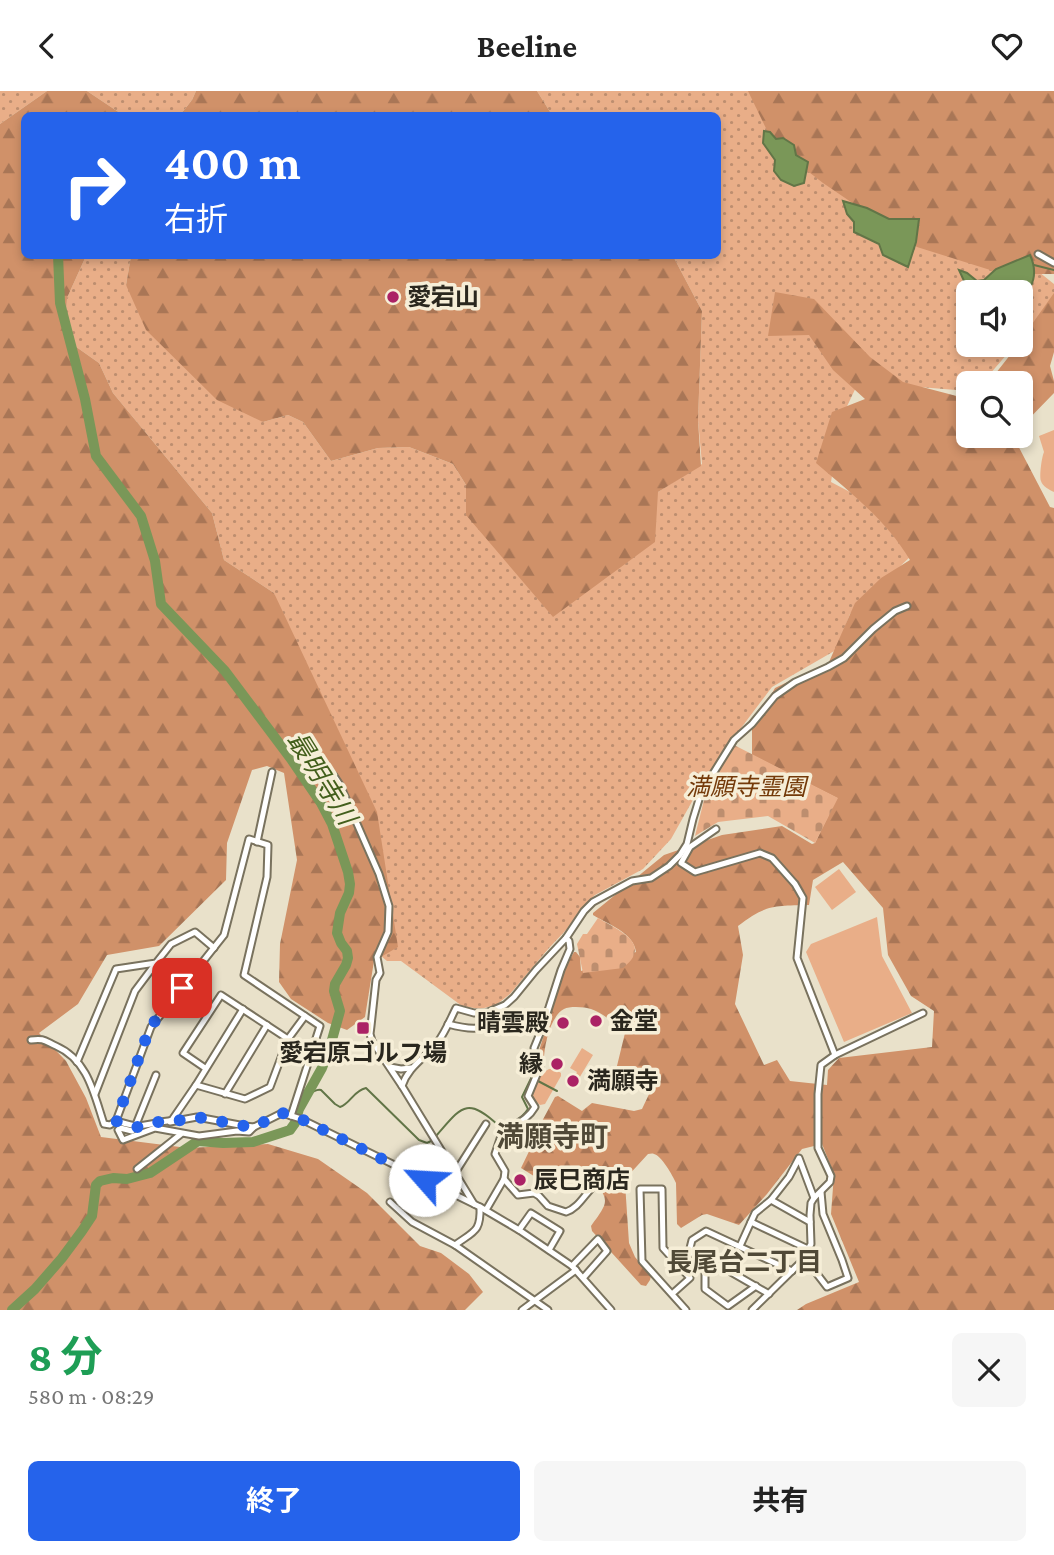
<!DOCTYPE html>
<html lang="ja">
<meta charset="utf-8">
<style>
body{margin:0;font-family:"Crimson Pro","Noto Sans JP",serif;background:#f6f6f6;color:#222;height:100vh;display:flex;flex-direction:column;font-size:26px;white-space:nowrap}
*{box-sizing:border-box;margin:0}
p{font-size:23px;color:#767676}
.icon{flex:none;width:38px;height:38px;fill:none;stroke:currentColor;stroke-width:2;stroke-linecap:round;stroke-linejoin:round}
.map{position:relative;height:1219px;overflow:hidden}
.sheet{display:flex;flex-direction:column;background:#fff;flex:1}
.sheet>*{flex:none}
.guide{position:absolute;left:21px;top:21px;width:700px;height:147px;border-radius:10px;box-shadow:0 4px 10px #0003;background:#2563eb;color:#fff;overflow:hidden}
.buttons{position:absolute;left:956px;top:189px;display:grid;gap:14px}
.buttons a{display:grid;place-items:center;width:77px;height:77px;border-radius:10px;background:#fff;box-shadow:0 4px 10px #0003;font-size:35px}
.pin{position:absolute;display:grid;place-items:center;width:60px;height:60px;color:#fff;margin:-30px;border-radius:14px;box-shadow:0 4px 10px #0006}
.me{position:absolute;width:77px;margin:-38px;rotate:296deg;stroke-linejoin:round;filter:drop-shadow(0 0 5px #0008)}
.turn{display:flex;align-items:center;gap:24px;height:147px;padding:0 28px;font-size:32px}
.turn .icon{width:91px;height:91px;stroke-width:2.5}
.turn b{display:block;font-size:49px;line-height:60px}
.round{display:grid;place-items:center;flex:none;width:74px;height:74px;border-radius:10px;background:#f6f6f6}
.summary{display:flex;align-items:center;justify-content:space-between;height:119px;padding:0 28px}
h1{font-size:42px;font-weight:700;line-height:52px;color:#1e9e55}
.button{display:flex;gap:14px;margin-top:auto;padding:14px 28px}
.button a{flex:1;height:80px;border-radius:10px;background:#2563eb;color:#fff;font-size:28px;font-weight:700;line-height:80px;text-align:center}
.button a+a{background:#f6f6f6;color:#222}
header{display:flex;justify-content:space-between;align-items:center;height:91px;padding:0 28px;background:#fff;font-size:32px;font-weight:700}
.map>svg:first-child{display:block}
</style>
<header><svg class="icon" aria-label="back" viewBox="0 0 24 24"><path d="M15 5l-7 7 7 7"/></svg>Beeline<svg class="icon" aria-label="heart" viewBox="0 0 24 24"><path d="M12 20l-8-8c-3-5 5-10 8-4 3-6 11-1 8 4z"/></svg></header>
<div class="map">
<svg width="1054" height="1219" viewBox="0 0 1054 1219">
<defs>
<pattern id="grass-dots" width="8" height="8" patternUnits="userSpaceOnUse" patternTransform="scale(1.75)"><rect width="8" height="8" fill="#e9ae88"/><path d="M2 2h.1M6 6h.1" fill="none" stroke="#bd8e6f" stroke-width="1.8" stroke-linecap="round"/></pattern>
<pattern id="forest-firs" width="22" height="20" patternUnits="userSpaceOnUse" patternTransform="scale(1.75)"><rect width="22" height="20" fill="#d09169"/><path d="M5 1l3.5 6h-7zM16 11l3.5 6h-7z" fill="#a97656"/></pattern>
<pattern id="cemetery-stones" width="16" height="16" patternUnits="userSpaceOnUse" patternTransform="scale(1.75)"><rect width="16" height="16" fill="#e9ae88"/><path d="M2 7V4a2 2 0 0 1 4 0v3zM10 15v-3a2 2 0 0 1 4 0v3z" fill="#bd8e6f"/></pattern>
</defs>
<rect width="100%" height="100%" fill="#e9e1ca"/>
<g fill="url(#grass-dots)">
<polygon points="0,0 47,0 0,33"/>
<polygon points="87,0 196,0 192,9 180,24 123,24"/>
<polygon points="537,0 760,0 1039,181 1054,193 1054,206 1043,224 1020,248 1020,201 968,201 968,254 1015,254 982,292 968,292 968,300 907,295 868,271 841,328 831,391 886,420 912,464 850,523 836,559 772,596 735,645 694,707 671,748 643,778 595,804 581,818 567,838 549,857 510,903 496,914 480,918 462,915 401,870 387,870 381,865 274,502 224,469 212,422 113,302 99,272 65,248 67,207 86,165 131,165 126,194 263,331 288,324 303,331 331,370 378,357 409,356 453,373 466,394 466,424 658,401 702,373 698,329 702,220 673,165 718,164 718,24 552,24"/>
</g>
<g fill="url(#forest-firs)" fill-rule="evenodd">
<polygon points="47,0 87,0 123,24 24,24 24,164 86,165 67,207 65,248 99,272 113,302 212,422 224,469 274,502 377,721 398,856 374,870 365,926 347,939 328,932 291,908 279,891 280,853 297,769 284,682 267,675 252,679 227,752 226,789 159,855 107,864 78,913 39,942 66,970 86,1007 101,1046 188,1057 268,1053 318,1068 367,1102 420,1155 441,1162 469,1183 483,1201 465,1219 0,1219 0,33"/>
<polygon points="196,0 537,0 552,24 180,24 192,9"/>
<polygon points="748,0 1054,0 1054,183 1003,183 917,156 823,92 774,54"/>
<polygon points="131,165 673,165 702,220 698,329 701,375 658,401 655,451 553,526 466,424 466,394 453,373 409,356 378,357 331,370 303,331 288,324 263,331 217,309 146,239 126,194"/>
<path d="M 775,201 L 814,208 L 870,266 L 903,291 L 968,308 L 968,345 L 1013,345 L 1050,416 L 1054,417 L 1054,1219 L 797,1219 L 806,1213 L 859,1191 L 831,1123 L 834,1083 L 822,1053 L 802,1058 L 767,1103 L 739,1134 L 707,1123 L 702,1124 L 681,1137 L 677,1133 L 676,1092 C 673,1085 661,1064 654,1063 C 652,1062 650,1063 648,1063 L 626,1087 L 625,1092 L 629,1152 L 635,1166 L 651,1185 L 650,1189 L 646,1195 L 641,1194 L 592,1140 L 591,1135 C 595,1129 601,1122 604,1115 C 610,1099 587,1088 576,1080 L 574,1080 L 549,1092 L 545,1092 L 521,1077 L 534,1050 L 533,1047 L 555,1006 L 558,1005 L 582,1020 L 592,1012 L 634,1020 L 642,1018 L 651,999 L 650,995 L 616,979 L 625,942 L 624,939 C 615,933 601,921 591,918 C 585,916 570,915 564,918 C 550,925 543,958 544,973 L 541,971 L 538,963 L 565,877 L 574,861 L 576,861 L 580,866 L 581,880 L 636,861 C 634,842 608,833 593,824 L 593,822 L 664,764 L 722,744 L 782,735 L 812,753 L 815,752 L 837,707 L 752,664 L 752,638 L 775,597 L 829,571 L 855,512 L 881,487 L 910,469 C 886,429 851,402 816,372 L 832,321 L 865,308 L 833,279 L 809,244 L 768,245 ZM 843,771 L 883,817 L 888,864 L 911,905 L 934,920 L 932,956 L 839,967 L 828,979 L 827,994 L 790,990 L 777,969 L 764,974 L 735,913 L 743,864 L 738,835 C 766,813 775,815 809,814 L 813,789 Z"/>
<polygon points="1054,202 1054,261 1050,275 1054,290 1054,302 1020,337 1020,292 988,292 1018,254 1020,254 1020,250"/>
</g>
<g fill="url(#cemetery-stones)">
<polygon points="732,653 838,707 815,752 768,725 718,731 695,745 705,705"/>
<path d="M 598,827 C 618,839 654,853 623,877 L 583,882 L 577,853 L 583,843 L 587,843 Z"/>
</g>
<g fill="#e9ae88">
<path d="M 1054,339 L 1054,401 C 1050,399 1042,395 1041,390 C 1039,385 1042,365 1044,361 L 1039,345 Z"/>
<polygon points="839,778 856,801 832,819 815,796"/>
<polygon points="877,826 882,865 912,922 844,951 806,861 811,853"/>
<polygon points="582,957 593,964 575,994 571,991 577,981 570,977"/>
<polygon points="549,978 555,978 561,982 561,985 545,1013 540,1014 530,1005 539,984"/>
</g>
<g fill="#7a9758" stroke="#627547" stroke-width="2">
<polygon points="764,40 770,41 776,48 783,47 794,54 796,64 808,71 804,92 794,95 781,89 774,80 775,69 763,52"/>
<polygon points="843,110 867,117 889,128 919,128 916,151 908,176 883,164 879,153 854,141 854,131 847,123"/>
<path d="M 1030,164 C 1038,181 1034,197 1020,209 L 1020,201 L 975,201 L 964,190 L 959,179 L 967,182 L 977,190 L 984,189 L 996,178 Z"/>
</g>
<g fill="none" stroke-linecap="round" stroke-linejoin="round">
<g stroke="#627547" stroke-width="2">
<polyline points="1034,174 1054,179"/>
<polyline points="535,970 531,959 537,942"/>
<polyline points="538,990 557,1000"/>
<path d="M 307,1002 C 313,1003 316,997 321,999 L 335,1013 L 340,1016 C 351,1012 353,1000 366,997 L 419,1049 L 427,1052 L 431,1050"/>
<path d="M 436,1045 C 461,1017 466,1004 499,1035 C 510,1035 522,1027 528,1018 L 522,1006 L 537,975"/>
</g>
<polyline stroke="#7a9758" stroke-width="10" points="12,1219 35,1198 62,1167 82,1140 92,1125 96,1094 100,1090 113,1087 127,1088 150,1082 198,1050 223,1052 253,1051 290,1039 295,1032 299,1018 322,977 330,956 340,920 334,900 335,893 346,874 348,867 347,860 341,852 337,842 340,822 349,802 350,793 348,781 332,733 321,712 291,668 225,580 161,513 155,470 141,425 96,365 85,308 60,212 58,164"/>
<g stroke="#79725e" stroke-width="9">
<g id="minor">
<polyline points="1038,163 1054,172"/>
<polyline points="311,663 334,685 340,694 379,783 389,815 388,841 377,866 380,882 376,889 371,935 370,943 372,950 402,995 474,1113"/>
<polyline points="716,738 690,756 681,772 695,781 760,762 772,767 795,793 803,807 797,867 835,964"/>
<polyline points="257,751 272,681"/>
<path d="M 448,933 C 466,938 482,940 499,931"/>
<path d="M 31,949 C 44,947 45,950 56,955 C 88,969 94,1003 104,1033 L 110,1034 L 116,1030 C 137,1036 135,1036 156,1032 C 161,1030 167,1031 172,1029 L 196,994 L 245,1008 L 270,996 L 288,948 L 305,925"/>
<polyline points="77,971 116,878 156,872 171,853 195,841 214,857"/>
<polyline points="390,976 401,978 411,977"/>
<polyline points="205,977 183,962 221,904 288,948"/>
<polyline points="196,994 243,918"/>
<path d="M 402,995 C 408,976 425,967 437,952 C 445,942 450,929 456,917 L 474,922 L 486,922 L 505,914 L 514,906 L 536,879 L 566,847 L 584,820 L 593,811 L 632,790 L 651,787 L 669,775 L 680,764 L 687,753 L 693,728 L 701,702 L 734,649 L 752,633 L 775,605 L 795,591 L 828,576 L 844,567 L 873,538 L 895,520 L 907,515"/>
<polyline points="95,1003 135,900 156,872"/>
<polyline points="225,1003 267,934"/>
<polyline points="116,1030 151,936 224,844 249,748 268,754 267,786 244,884 320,935 291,1025"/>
<polyline points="170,1031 197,1026 245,1035 254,1036 282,1022 301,1028 480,1116 519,1139 572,1175 611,1219"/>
<polyline points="135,1036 156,984"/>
<polyline points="137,1036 132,1040 120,1037 118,1039 123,1049 155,1037 199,1045 237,1040 249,1041 254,1036"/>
<polyline points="137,1078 181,1043"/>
<polyline points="455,1082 486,1033"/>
<path d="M 504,1088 L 518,1104 L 534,1102 L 539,1105 L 548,1115 L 566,1121 C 579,1117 585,1102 596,1093"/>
<polyline points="771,1109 810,1131"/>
<polyline points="390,1111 412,1131 455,1154 548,1219"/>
<path d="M 486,1119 L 504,1088 L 505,1080 L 495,1063 L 502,1042 C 514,1033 527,1030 535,1016 L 528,1005 L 540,976 L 535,965 L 534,957 L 543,935 L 561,879 L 570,858 L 569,850 L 566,847"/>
<polyline points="751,1131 808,1158"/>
<polyline points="519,1139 531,1122 560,1140 549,1159"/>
<path d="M 455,1154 C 474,1140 481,1141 480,1116"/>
<polyline points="740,1155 755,1122 771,1109 789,1086 799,1067 814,1107"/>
<polyline points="804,1166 827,1196 848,1187 842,1169 823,1123 821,1101"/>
<polyline points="705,1170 705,1198 728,1215 756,1195"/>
<polyline points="572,1175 598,1148 607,1160 584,1186"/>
<polyline points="672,1203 690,1187 663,1157 662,1098 640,1098 642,1170 686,1219"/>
<polyline points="769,1203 731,1181 695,1166 690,1157 692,1149 706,1140 792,1180"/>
<polyline points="522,1219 576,1179"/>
<polyline points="752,1219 801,1171 811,1153 810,1124 811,1112 814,1107 830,1091 831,1085 818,1057 818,1003 821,974 835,964 923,922"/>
</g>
</g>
<use href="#minor" stroke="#fff" stroke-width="5"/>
</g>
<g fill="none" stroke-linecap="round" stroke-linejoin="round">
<polyline stroke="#2563eb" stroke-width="12" stroke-dasharray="0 21.6" points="182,897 150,936 116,1030 134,1036 142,1036 158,1031 170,1031 197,1026 245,1035 254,1036 282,1022 301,1028 425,1089"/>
</g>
<g fill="#ab2265" stroke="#f6eed7" stroke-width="2.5">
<circle cx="393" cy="206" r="7"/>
<circle cx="596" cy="930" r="7"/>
<circle cx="563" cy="932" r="7"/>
<rect x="356" y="930" width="14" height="14" rx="3.5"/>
<circle cx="557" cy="973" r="7"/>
<circle cx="573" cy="990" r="7"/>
<circle cx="520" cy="1089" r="7"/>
</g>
<g text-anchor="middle" stroke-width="7" stroke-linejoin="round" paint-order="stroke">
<g font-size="24" font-weight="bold" fill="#2a271e" stroke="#f6eed7" text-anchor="start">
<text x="407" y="214">愛宕山</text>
<text x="610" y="938">金堂</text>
<text x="549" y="940" text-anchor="end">晴雲殿</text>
<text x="363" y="970" text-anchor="middle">愛宕原ゴルフ場</text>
<text x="543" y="981" text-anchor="end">縁</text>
<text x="587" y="998">満願寺</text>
<text x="534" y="1097">辰巳商店</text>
</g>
<g font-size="24" font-style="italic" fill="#743a09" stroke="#f6eed7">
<text x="746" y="704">満願寺霊園</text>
</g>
<g font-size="26" font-style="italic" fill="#435f1c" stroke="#f6eed7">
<text transform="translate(322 687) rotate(58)" y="9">最明寺川</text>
</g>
<g font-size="26" font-weight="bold" fill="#504937" stroke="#f6eed7">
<text x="744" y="1180">長尾台二丁目</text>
</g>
<g font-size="28" font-weight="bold" fill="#504937" stroke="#f6eed7">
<text x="552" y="1055">満願寺町</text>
</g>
</g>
</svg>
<div class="buttons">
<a><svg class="icon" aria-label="sound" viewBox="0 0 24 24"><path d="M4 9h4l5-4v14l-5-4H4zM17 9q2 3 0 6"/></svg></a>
<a><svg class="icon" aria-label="search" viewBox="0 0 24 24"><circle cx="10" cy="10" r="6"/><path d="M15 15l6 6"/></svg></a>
</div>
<div class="pin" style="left:182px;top:897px;background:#d93025"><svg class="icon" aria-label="arrive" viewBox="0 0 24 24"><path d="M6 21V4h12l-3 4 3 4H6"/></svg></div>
<svg class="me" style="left:425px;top:1089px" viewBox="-20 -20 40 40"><circle r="19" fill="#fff"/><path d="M0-13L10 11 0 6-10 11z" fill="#2563eb"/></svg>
<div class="guide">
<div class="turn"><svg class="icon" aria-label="right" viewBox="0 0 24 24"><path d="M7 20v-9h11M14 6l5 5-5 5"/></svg><div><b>400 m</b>右折</div></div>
</div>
</div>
<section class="sheet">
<div class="summary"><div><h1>8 分</h1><p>580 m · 08:29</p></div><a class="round"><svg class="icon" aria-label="close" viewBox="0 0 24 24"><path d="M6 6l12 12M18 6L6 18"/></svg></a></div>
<div class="button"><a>終了</a><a>共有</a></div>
</section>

====

_THE PROBLEM_:
Pick out every line above that contains the word "shadow" and copy it.

_ANSWER_:
.guide{position:absolute;left:21px;top:21px;width:700px;height:147px;border-radius:10px;box-shadow:0 4px 10px #0003;background:#2563eb;color:#fff;overflow:hidden}
.buttons a{display:grid;place-items:center;width:77px;height:77px;border-radius:10px;background:#fff;box-shadow:0 4px 10px #0003;font-size:35px}
.pin{position:absolute;display:grid;place-items:center;width:60px;height:60px;color:#fff;margin:-30px;border-radius:14px;box-shadow:0 4px 10px #0006}
.me{position:absolute;width:77px;margin:-38px;rotate:296deg;stroke-linejoin:round;filter:drop-shadow(0 0 5px #0008)}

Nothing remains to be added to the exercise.